Molte delle proteste sorte dall’applicazione del nuovo sistema di finanziamento sono in linea di principio fondate. Sarebbe infatti auspicabile, per l’assegnazione del FFO 2010, una revisione di alcuni indicatori, la cui debolezza rischia di minare l’intero impianto del riparto. Sarebbe però anche auspicabile che, una volta ridefiniti, gli stessi potessero rimanere stabili per almeno un triennio. Nessun indicatore conosciuto soltanto a posteriori e instabile nel tempo è davvero in grado di condizionare i comportamenti. Altre proteste, legate alla posizione di questo o quell’ateneo nel ranking premiale, possono invece avere l’effetto molto negativo di rallentare il passaggio a una valutazione seria del sistema.

E’ da lungo tempo infatti che si pone il problema dell’accountability, della capacità di dare conto al Paese dei (pochi!) fondi che esso destina al sistema universitario. Il fatto che siano pochi non esime dal darne conto.

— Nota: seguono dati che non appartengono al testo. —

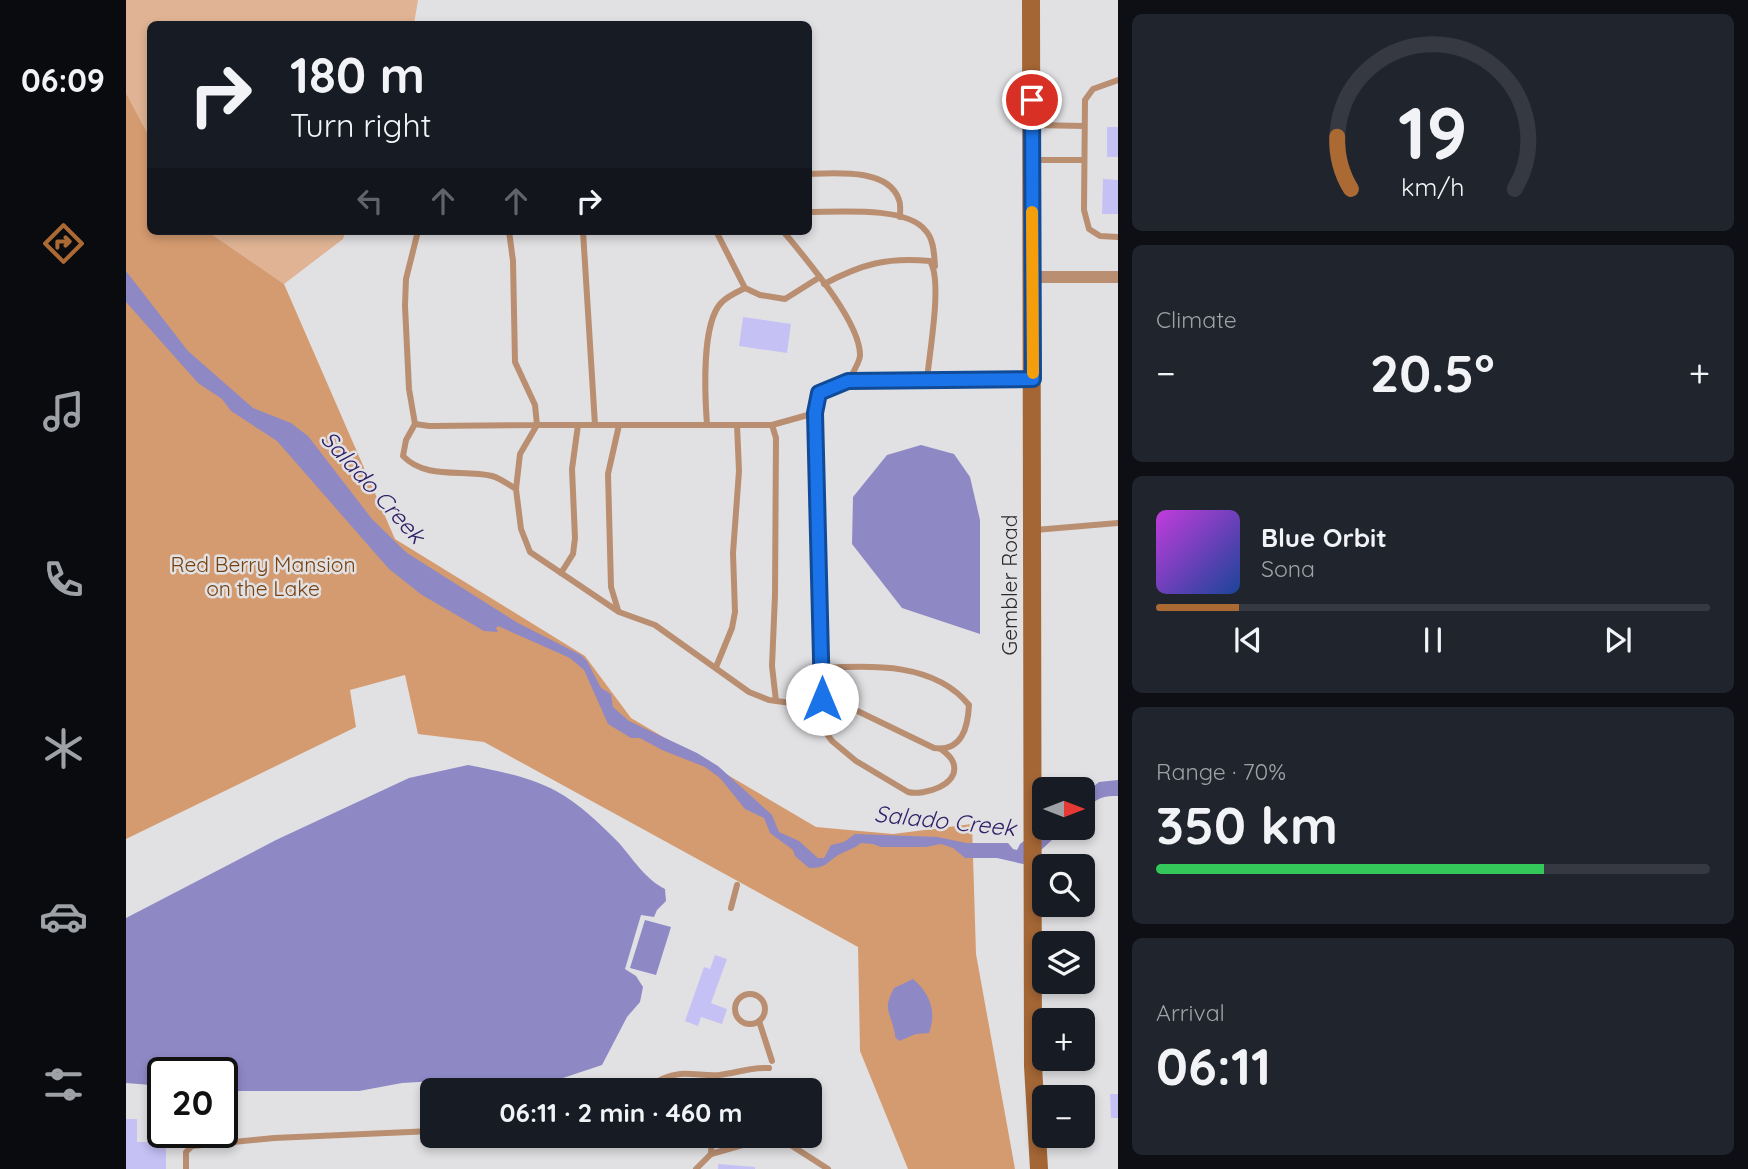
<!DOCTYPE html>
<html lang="en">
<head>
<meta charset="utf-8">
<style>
	body { margin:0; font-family:Quicksand,sans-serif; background:#20242c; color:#f1f3f6; height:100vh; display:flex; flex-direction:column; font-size:26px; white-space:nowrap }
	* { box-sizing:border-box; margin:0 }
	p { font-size:23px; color:#9ea1a6 }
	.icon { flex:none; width:38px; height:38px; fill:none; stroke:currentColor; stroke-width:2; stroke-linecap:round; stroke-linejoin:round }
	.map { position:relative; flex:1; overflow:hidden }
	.panel { display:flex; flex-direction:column; gap:14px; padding:14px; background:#0d0f14; width:630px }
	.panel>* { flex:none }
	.hud { position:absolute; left:21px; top:21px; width:665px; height:214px; border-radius:10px; box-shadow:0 4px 10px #0003; background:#171b24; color:#f1f3f6; overflow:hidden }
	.needle { width:46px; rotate:90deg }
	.controls { position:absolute; left:906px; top:777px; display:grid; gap:14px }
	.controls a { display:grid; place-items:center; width:63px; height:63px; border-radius:10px; background:#171b24; box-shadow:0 4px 10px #0003; font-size:35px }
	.speed { position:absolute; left:21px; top:1057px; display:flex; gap:14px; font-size:35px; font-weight:700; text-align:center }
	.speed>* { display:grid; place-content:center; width:91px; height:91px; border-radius:50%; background:#171b24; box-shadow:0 4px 10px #0003; line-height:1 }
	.speed .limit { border:4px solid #111; border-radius:10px; background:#fff; color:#111 }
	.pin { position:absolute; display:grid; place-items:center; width:60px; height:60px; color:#fff; margin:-30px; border:4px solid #fff; border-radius:50%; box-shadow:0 2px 7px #0007 }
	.me { position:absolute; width:77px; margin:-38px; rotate:0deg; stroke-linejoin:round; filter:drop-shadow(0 0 5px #0008) }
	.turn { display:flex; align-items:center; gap:24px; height:147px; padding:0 28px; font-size:32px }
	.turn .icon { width:91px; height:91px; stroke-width:2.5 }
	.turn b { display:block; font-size:49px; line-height:60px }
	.lanes { display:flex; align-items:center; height:66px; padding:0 28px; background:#0003; justify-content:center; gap:35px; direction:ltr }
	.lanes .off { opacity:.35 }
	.big { font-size:52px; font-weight:700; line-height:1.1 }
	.panel .widget { flex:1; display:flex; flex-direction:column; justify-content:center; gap:10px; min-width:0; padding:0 24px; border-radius:10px; background:#20242c }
	.panel .dial { align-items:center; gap:0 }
	.dial svg { height:182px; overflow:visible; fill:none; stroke:#363941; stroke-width:7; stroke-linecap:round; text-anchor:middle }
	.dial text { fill:#f1f3f6; stroke:none }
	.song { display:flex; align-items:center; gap:21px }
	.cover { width:84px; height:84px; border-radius:10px; background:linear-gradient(135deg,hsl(290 70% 55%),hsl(220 70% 35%)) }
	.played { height:7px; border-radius:4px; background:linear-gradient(90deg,#ab6934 15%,#363941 15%) }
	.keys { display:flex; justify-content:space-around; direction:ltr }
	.heat { display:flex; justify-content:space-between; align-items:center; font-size:38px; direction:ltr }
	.charge { height:10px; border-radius:5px; background:linear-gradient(90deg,#34c759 70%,#363941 0) }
	.trip { position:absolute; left:294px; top:1078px; width:402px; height:70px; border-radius:10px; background:#171b24; box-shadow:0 4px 10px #0003; font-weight:700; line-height:70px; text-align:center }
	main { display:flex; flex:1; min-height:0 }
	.tabs { display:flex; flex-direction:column; width:126px; justify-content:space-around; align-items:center; background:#090b0e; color:#9ea1a6 }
	.tabs .icon { width:49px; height:49px }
	.tabs .selected { color:#ab6934 }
	.tabs b { font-size:32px; color:#f1f3f6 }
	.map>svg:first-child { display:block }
</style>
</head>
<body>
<main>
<nav class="tabs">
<b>06:09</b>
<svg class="icon selected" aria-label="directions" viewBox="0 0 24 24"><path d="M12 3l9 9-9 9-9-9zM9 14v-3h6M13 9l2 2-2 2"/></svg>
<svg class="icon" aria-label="music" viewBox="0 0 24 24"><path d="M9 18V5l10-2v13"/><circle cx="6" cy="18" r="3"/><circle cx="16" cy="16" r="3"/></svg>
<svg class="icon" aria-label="phone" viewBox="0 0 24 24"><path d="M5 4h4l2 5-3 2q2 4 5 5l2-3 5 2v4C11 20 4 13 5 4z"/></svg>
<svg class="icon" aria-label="climate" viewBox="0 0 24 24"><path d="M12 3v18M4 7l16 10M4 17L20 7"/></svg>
<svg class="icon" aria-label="car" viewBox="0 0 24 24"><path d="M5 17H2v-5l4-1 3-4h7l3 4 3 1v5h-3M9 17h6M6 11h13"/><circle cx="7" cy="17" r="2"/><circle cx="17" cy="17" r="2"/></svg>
<svg class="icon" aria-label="filters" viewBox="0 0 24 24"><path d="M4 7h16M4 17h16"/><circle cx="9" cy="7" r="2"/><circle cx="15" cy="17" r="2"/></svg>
</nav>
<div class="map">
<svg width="992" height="1169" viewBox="0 0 992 1169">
	<rect width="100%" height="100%" fill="#e1e1e4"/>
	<g fill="#dfb393">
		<path d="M 0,0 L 292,0 L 288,24 L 24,24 L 24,138 L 0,93 Z"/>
		<path d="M 81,231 L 220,231 L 217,239 L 158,284 Z"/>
	</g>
	<path fill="#d59b70" d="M 0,93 L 24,138 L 24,231 L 81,231 L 158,284 L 269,539 L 459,656 L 505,718 L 690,827 L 767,834 L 846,824 L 850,954 L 889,1169 L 782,1169 L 734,1051 L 732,947 L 358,742 L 292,734 L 279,675 L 224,690 L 230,727 L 0,839 Z"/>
	<g fill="#8e88c5">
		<path d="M 0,271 L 62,351 L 127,408 L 165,423 L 182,436 L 246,519 L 281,553 L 392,623 L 455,655 L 461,661 L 475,688 L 485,694 L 487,707 L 503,721 L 571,753 L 592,766 L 646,815 L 653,832 L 673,841 L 692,858 L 698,858 L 705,845 L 718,842 L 729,834 L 812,837 L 840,843 L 882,843 L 887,849 L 891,850 L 894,844 L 919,825 L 919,828 L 939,828 L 902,862 L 897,864 L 871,858 L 839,858 L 827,848 L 815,844 L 800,847 L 755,847 L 747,844 L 735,843 C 728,849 722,850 714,854 C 700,862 702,868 683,868 L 669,856 L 667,850 L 644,833 L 638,818 L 619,809 L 594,778 L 579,767 L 536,750 L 514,738 L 505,738 L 482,724 L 458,670 L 444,658 L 372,626 L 370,628 L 372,632 L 358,631 L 296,595 L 263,569 L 151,441 L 105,411 L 96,399 L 72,383 L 0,302 Z"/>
		<path d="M 795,445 L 828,454 L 844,477 L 854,520 L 854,634 L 776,608 L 726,544 L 727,497 L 761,455 Z"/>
		<path d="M 342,765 C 371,771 403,776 430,791 C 453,803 475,825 493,843 C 507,859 519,879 539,889 L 540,901 L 531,910 L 528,917 L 515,915 L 499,969 L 510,976 L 517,987 L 514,1002 L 501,1017 L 476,1065 L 434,1079 L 396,1081 L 344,1079 L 276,1083 L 233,1091 L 96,1091 L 96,1073 L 37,1073 L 37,1086 L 0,1083 L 0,918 L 150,840 L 283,778 Z"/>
		<path d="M 992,780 L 992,796 C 975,795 968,800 957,813 L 957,795 L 973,782 Z"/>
		<path d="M 519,920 L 545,927 L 530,975 L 504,968 Z"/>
		<path d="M 787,979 C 804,993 811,1012 803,1033 L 790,1034 L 773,1041 C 766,1033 771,1040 768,1030 C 763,1008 757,1010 768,988 Z"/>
	</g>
	<g fill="#c5c1f5">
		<rect x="981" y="127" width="11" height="30"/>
		<path d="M 977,179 L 992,180 L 992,214 L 976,214 Z"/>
		<path d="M 617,317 L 665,324 L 661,353 L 613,346 Z"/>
		<path d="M 589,955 L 601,959 L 585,1003 L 601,1009 L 596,1024 L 575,1017 L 572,1026 L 559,1021 L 578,967 L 584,969 Z"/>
		<path d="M 984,1094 L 992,1094 L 992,1118 L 985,1118 Z"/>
		<path d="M 0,1119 L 11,1119 L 11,1142 L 40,1142 L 40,1169 L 0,1169 Z"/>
		<path d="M 592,1164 L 629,1167 L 629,1169 L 592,1169 Z"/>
	</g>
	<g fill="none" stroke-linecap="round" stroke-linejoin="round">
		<g stroke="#ba8f71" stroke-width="6">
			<path d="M 992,80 L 967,89 L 959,100 L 958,210 L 963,229 L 974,236 L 992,237"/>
			<path d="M 908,125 L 958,126"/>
			<path d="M 908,160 L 958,160"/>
			<path d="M 682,174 C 709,173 763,168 773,200 C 775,204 774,212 774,217"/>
			<path d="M 682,212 C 711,212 780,206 799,230 C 808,239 808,254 809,266"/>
			<path d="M 292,231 L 280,279 L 279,306 L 283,389 L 289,424 L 280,440 L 277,456 C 300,480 337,469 366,476 C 374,478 383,485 390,489"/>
			<path d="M 457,231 L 469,425"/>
			<path d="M 590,231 L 619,288 L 634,295 L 659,299 L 694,277"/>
			<path d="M 657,231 C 679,258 735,322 734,356 C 733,364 726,374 722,381"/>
			<path d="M 698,284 C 736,264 761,257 804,261 C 817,281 803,354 801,380"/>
			<path d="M 689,413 L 696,699 L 680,705 L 643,700 L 623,692 L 529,625 L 493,612 L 404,552 L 395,529 L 390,489 L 394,454 L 411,425 L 646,425 L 689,413 L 693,393 L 722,381 L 905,379"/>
			<path d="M 289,424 L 303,426 L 411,425 L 409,405 L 389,362 L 387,261 L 383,231"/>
			<path d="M 581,425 C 579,397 575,322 596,302 C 602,296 611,292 619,288"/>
			<path d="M 646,425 L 650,438 L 649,595 L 646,666 L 650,701"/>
			<path d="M 909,530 L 992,523"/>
			<path d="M 435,573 L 447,554 L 449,538 L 446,469 L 452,425"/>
			<path d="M 492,610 L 485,587 L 482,474 L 493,425"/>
			<path d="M 590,667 L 606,628 L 609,612 L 607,553 L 613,471 L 611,425"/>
			<path d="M 696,699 L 717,704 L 808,748 C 836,752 842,727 843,705 C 809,663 747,665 697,668"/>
			<path d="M 680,705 L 706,741 L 730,761 L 782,792 C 797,796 836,785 827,762 C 825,757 819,752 815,749"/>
			<path d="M 605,908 L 611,885"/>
			<circle cx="624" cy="1009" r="15"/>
			<path d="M 633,1021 L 646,1061"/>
			<path d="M 520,1090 C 529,1082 542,1075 554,1074 C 567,1073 580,1076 593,1075 C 610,1073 625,1067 643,1068"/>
			<path d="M 585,1154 L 586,1136"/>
			<path d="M 60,1169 L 60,1152 L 66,1146 L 148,1138 L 306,1131"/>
			<path d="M 570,1169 L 585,1154 L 627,1142 L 642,1142 L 663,1144 L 702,1169"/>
		</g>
		<path stroke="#ba8f71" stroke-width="12" d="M 906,277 L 992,277"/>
		<path stroke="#a46635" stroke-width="18" d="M 905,0 L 907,1066 L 913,1169"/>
	</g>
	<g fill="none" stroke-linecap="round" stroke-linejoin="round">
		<defs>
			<path id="route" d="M 696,699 L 689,413 L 693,393 L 722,381 L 907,379 L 906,100"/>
		</defs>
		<use href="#route" stroke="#114b97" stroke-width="18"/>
		<use href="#route" stroke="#1a73e8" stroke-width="12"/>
		<path stroke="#f59e0b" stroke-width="12" d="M 906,212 L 907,373"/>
	</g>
	<g text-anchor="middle" stroke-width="5" stroke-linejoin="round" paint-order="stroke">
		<g font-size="21" fill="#78410f" stroke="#e1e1e4">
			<text x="137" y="572">Red Berry Mansion<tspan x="137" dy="24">on the Lake</tspan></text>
		</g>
		<g font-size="21" fill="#2a2a2c" stroke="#e1e1e4">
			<text transform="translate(884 585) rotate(-90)" y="7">Gembler Road</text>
		</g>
		<g font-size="23" font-style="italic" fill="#322068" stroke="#e1e1e4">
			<text transform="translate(247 487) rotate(48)" y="8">Salado Creek</text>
			<text transform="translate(819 821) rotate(6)" y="8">Salado Creek</text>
		</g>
	</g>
</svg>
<div class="controls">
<a><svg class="needle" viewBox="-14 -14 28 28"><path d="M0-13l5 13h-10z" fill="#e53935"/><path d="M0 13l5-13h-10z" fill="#9ea1a6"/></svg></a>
<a><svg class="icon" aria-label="search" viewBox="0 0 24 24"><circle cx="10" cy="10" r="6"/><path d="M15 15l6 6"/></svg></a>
<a><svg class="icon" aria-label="layers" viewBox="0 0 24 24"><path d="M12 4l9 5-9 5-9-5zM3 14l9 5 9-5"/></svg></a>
<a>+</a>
<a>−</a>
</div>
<div class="speed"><div class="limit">20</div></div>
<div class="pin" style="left:906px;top:100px;background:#d93025"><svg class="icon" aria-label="arrive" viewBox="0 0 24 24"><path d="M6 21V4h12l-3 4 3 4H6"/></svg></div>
<svg class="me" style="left:696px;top:699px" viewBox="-20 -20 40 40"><circle r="19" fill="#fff"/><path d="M0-13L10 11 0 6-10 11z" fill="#1a73e8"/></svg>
<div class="trip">06:11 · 2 min · 460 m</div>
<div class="hud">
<div class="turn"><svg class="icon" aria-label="right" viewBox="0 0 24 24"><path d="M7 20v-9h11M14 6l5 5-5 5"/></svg><div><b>180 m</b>Turn right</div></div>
<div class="lanes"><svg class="icon off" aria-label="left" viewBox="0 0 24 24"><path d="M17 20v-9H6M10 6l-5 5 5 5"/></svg><svg class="icon off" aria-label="ahead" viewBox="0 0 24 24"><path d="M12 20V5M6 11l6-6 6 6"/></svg><svg class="icon off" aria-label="ahead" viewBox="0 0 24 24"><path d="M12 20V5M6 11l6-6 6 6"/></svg><svg class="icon" aria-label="right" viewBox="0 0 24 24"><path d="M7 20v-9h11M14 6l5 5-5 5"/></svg></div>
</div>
</div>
<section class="panel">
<div class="widget dial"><svg viewBox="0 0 100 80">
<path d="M14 69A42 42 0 1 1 86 69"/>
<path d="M14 69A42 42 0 0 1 8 46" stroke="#ab6934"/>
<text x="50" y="56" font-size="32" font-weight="700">19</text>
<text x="50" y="72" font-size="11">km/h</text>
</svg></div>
<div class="widget"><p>Climate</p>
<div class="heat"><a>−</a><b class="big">20.5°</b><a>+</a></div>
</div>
<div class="widget">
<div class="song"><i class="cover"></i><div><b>Blue Orbit</b><p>Sona</p></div></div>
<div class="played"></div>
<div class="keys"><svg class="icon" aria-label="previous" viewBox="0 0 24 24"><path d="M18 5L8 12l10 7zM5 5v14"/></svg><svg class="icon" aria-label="pause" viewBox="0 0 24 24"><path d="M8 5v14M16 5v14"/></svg><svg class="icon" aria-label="next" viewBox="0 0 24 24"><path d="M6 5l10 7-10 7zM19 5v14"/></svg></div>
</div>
<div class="widget"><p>Range · 70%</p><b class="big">350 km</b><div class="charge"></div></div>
<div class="widget"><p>Arrival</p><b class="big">06:11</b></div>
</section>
</main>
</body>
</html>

Anzi, la via dell’accountability renderebbe più facile chiedere che il finanziamento pubblico sia finalmente all’altezza di quello che altri grandi Paesi europei destinano alla formazione e alla ricerca universitaria. Il fatto che il finanziamento statale debba garantire i livelli di funzionamento adeguati e che la parte premiale debba essere aggiuntiva e non sottrarre risorse a quella ordinaria sono entrambe richieste irrinunciabili.

Sarebbe però un drammatico errore confondere i due piani: dobbiamo dire chiaramente che se si ferma il processo di valutazione della performance degli atenei si ferma anche ogni processo di miglioramento. Basta ricordare che con il sistema precedente il solo criterio di finanziamento è stato – di fatto – la dimensione dell’ateneo: nessun sistema universitario nazionale può reggere in questo modo.